Slide 4A.6 Taking Advantage of Our Opportunities
Slide 4A.7 Changing Our Opportunities
A person’s preferences determine which point they select—
consumption today or consumption tomorrow.
A change in interest rates rotates the consumption line:
An increase in rates makes future consumption (i.e., saving) more
attractive and current consumption (i.e., borrowing) less attractive.
A decrease in rates has the opposite effect.

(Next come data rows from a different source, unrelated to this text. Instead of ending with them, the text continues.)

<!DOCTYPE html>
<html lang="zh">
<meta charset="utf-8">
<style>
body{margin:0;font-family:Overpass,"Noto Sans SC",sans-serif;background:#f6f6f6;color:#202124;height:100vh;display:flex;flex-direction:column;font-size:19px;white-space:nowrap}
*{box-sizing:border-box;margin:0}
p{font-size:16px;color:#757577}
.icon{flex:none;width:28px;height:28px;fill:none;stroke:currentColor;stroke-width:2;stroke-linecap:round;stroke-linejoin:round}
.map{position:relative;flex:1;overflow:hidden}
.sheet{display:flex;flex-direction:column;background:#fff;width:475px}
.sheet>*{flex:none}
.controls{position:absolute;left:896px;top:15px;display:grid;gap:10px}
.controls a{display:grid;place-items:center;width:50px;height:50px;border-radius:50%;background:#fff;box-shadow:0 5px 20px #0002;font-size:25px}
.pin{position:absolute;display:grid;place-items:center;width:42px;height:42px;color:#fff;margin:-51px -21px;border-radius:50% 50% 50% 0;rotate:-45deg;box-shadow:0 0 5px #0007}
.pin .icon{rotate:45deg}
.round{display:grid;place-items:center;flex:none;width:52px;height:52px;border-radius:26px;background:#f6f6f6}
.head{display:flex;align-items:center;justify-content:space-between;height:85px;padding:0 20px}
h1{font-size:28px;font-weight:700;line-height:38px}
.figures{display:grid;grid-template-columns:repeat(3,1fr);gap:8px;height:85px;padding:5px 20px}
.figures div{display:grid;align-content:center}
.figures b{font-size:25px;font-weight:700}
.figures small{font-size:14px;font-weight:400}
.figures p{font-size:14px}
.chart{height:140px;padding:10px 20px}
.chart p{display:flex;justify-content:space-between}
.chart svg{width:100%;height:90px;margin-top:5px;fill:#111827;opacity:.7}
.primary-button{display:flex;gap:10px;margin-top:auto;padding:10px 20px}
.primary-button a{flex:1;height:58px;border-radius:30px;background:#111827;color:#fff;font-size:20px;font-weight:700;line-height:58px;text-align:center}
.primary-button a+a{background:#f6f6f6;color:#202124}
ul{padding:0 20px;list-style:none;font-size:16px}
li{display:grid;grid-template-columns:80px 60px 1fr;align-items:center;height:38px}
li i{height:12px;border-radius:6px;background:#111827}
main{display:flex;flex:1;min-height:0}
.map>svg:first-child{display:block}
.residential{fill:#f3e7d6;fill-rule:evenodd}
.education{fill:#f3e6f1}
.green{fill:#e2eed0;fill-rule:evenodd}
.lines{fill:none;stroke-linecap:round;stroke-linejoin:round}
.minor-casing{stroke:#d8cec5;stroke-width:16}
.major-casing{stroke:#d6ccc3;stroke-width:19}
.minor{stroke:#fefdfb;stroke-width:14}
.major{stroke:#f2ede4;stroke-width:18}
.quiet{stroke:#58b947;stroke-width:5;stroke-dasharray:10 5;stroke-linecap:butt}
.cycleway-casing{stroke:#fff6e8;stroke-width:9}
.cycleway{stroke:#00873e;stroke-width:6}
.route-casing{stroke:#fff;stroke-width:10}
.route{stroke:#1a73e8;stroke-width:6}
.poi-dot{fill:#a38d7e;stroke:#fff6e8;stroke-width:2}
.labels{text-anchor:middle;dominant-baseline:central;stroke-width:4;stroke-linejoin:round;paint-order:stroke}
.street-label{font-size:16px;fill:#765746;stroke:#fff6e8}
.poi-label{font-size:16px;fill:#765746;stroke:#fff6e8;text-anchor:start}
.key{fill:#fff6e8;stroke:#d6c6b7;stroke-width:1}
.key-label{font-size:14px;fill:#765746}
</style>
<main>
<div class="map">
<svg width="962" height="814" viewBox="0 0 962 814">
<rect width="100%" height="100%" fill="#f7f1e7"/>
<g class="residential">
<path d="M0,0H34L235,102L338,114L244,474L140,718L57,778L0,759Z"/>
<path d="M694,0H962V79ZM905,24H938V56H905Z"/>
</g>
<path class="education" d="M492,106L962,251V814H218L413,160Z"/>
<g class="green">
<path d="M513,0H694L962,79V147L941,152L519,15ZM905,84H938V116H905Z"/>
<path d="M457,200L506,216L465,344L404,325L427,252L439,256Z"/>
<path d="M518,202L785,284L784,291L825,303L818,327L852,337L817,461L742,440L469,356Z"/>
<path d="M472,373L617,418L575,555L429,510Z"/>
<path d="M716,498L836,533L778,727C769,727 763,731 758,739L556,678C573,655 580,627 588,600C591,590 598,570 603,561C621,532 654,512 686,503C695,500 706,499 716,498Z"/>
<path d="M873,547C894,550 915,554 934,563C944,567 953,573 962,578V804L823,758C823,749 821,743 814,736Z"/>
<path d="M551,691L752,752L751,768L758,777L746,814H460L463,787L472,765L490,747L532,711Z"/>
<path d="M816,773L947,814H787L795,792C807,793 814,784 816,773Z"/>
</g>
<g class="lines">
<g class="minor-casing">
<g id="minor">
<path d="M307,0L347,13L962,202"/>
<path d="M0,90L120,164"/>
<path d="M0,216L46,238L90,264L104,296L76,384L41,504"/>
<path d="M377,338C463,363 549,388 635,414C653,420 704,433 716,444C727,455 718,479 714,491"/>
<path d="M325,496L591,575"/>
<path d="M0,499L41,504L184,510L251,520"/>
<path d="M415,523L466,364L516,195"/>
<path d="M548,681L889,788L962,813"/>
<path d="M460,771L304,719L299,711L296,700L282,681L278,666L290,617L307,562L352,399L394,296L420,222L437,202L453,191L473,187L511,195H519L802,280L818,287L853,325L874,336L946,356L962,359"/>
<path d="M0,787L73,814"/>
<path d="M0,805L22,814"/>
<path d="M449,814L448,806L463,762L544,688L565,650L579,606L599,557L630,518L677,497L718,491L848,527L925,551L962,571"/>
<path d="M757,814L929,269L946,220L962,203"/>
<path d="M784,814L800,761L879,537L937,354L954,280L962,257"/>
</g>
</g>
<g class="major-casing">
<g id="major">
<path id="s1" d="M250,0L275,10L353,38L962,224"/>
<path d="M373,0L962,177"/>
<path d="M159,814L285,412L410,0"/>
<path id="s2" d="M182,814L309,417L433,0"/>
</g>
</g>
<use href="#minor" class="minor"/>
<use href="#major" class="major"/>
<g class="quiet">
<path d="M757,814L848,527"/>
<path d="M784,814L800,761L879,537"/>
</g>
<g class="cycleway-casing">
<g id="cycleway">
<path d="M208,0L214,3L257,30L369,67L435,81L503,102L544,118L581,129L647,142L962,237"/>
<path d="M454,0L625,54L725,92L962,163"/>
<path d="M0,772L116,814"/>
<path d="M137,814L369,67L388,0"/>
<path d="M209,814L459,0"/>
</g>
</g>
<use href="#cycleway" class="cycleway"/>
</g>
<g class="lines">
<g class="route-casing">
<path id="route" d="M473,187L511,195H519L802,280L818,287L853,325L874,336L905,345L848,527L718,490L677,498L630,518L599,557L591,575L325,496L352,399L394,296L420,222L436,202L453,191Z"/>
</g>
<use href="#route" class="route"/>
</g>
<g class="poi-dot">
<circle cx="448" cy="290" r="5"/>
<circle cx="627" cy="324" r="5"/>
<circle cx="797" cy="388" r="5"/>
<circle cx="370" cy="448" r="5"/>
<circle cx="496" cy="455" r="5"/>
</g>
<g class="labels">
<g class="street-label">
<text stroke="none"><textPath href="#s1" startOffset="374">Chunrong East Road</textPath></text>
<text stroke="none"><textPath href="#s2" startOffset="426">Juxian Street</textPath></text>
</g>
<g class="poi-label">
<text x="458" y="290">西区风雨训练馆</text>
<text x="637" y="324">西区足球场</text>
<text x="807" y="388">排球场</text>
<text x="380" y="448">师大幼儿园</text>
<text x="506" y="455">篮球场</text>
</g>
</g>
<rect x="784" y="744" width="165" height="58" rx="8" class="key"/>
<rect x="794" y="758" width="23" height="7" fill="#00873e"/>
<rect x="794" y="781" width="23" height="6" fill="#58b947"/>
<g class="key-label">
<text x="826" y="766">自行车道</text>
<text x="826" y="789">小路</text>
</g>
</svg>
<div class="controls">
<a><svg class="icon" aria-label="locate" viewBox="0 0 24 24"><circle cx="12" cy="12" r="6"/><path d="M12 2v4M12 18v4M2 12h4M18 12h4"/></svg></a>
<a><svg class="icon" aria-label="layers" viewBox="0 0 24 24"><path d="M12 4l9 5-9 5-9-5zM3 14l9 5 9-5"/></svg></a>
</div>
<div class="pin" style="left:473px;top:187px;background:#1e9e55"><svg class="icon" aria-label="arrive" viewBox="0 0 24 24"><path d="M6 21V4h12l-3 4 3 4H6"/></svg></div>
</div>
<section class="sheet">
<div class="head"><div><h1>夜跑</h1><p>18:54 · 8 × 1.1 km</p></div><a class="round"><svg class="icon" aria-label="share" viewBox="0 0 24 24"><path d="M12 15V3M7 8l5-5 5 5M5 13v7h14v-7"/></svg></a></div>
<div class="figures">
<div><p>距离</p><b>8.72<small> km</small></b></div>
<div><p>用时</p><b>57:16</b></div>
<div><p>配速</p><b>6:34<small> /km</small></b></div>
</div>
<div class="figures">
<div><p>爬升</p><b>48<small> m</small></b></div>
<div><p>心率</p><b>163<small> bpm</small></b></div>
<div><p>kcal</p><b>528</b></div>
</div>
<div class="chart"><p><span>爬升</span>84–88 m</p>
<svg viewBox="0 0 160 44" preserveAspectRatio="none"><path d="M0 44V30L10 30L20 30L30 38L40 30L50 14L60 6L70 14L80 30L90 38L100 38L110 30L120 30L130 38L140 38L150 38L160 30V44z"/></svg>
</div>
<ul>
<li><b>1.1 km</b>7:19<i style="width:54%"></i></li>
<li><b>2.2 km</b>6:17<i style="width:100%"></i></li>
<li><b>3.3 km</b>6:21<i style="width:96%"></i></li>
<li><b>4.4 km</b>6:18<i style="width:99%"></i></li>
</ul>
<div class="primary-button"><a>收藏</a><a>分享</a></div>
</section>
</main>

4A.2. Making Investment Choices
4A.3. Illustrating the Investment Decision
Slide 4A.8 –
Slide 4A.11 Illustrating the Investment Decision
Suppose an investor is faced with an investment opportunity outside of the
capital markets. If the opportunity presents a return higher than the capital
market, then the opportunity shifts the consumption line outward, which
increases potential consumption in both current and subsequent periods.
Example: Can you have your cake and eat it too?
Upon graduation you are offered a 2-year contract at $50,000 per year
with an investment firm. As a gift to yourself, you want to purchase a
Porsche for $75,000. Your college roommate offers you an opportunity to
invest $25,000 in her Internet start-up business that will produce a 20%
return. The equilibrium (market) interest rate is 5%. Can you satisfy both
your consumption and investment desires? (We will ignore risk in this
example.)
In a world with a well-functioning financial market, you CAN
have your Porsche and invest in your friend’s company.
What will your intertemporal consumption opportunity set be if
you cannot invest in your roommate’s business?
Would you invest in a business that returns only 2%?